[AVAILABLE DATA Boundary: Start]
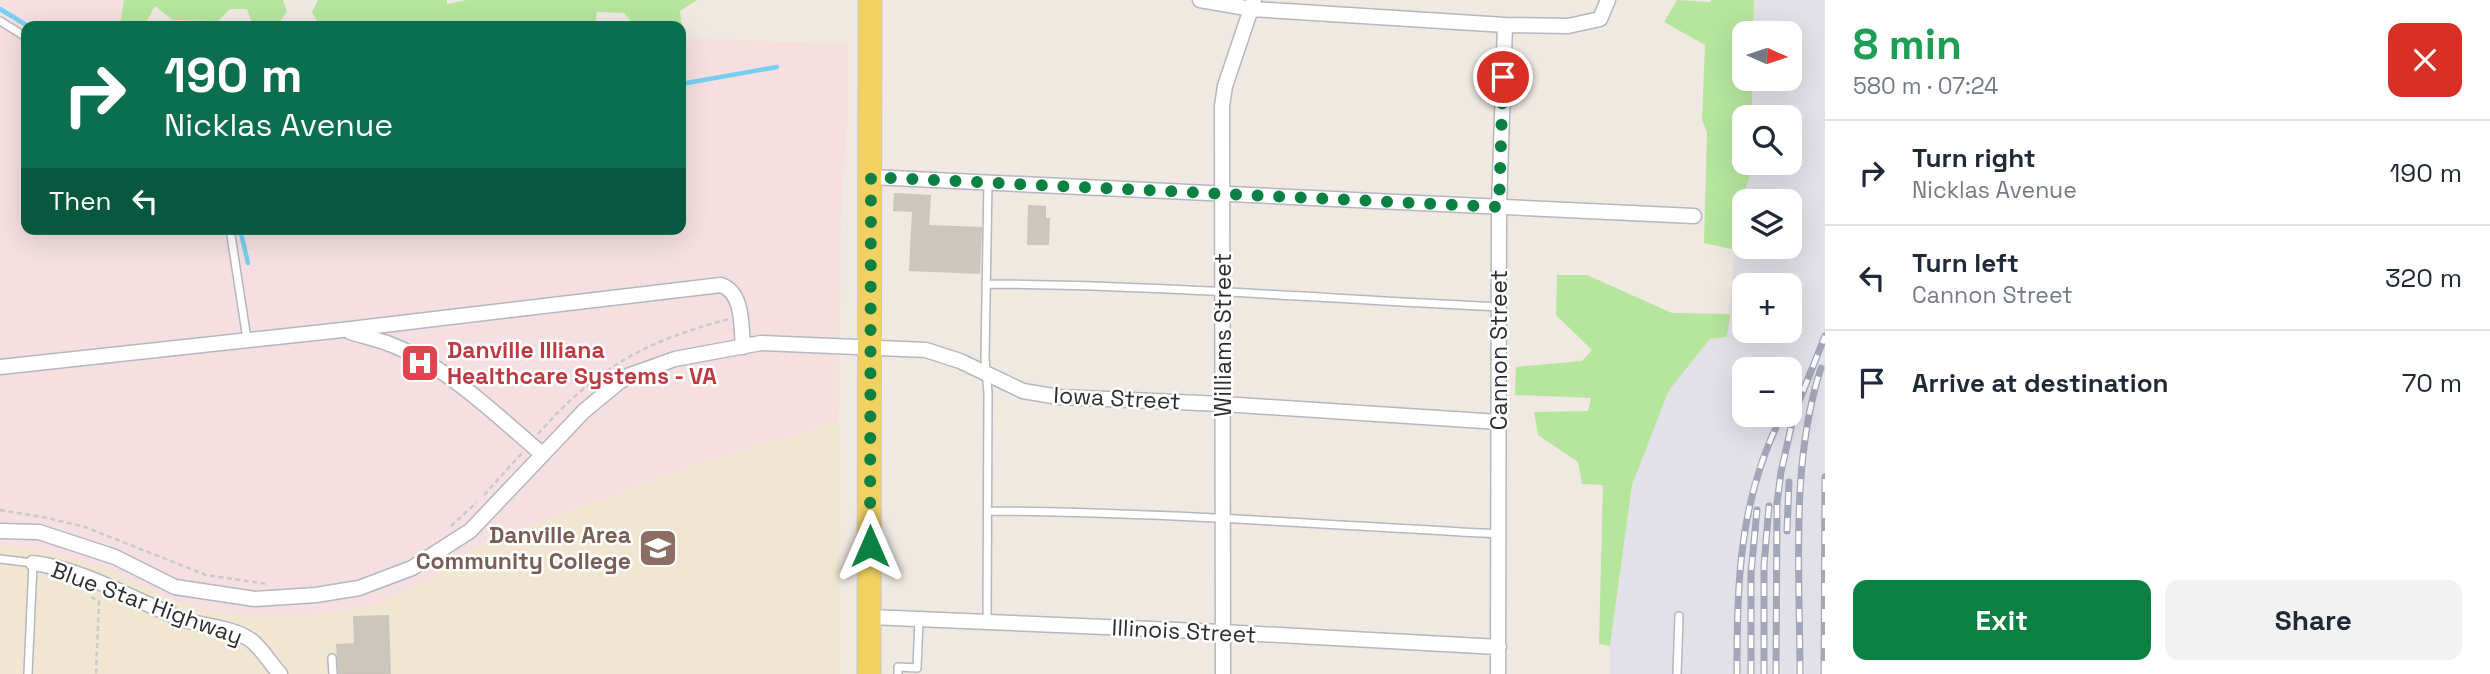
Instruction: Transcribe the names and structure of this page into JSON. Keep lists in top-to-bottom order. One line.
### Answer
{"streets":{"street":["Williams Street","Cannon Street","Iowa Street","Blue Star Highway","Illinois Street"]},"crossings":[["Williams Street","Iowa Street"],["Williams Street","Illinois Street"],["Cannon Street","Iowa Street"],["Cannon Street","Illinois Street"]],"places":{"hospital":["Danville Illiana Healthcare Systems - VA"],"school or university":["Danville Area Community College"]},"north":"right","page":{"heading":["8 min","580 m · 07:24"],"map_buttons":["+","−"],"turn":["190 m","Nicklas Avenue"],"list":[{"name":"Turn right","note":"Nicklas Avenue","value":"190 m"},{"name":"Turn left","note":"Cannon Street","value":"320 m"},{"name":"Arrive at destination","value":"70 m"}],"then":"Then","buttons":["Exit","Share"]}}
[AVAILABLE DATA Boundary: End]
# YOUR INSTRUCTIONS
In the copy, keep every line of the data above exactly and drop each picture.

# REPLY
Instruction: Transcribe the names and structure of this page into JSON. Keep lists in top-to-bottom order. One line.
### Answer
{"streets":{"street":["Williams Street","Cannon Street","Iowa Street","Blue Star Highway","Illinois Street"]},"crossings":[["Williams Street","Iowa Street"],["Williams Street","Illinois Street"],["Cannon Street","Iowa Street"],["Cannon Street","Illinois Street"]],"places":{"hospital":["Danville Illiana Healthcare Systems - VA"],"school or university":["Danville Area Community College"]},"north":"right","page":{"heading":["8 min","580 m · 07:24"],"map_buttons":["+","−"],"turn":["190 m","Nicklas Avenue"],"list":[{"name":"Turn right","note":"Nicklas Avenue","value":"190 m"},{"name":"Turn left","note":"Cannon Street","value":"320 m"},{"name":"Arrive at destination","value":"70 m"}],"then":"Then","buttons":["Exit","Share"]}}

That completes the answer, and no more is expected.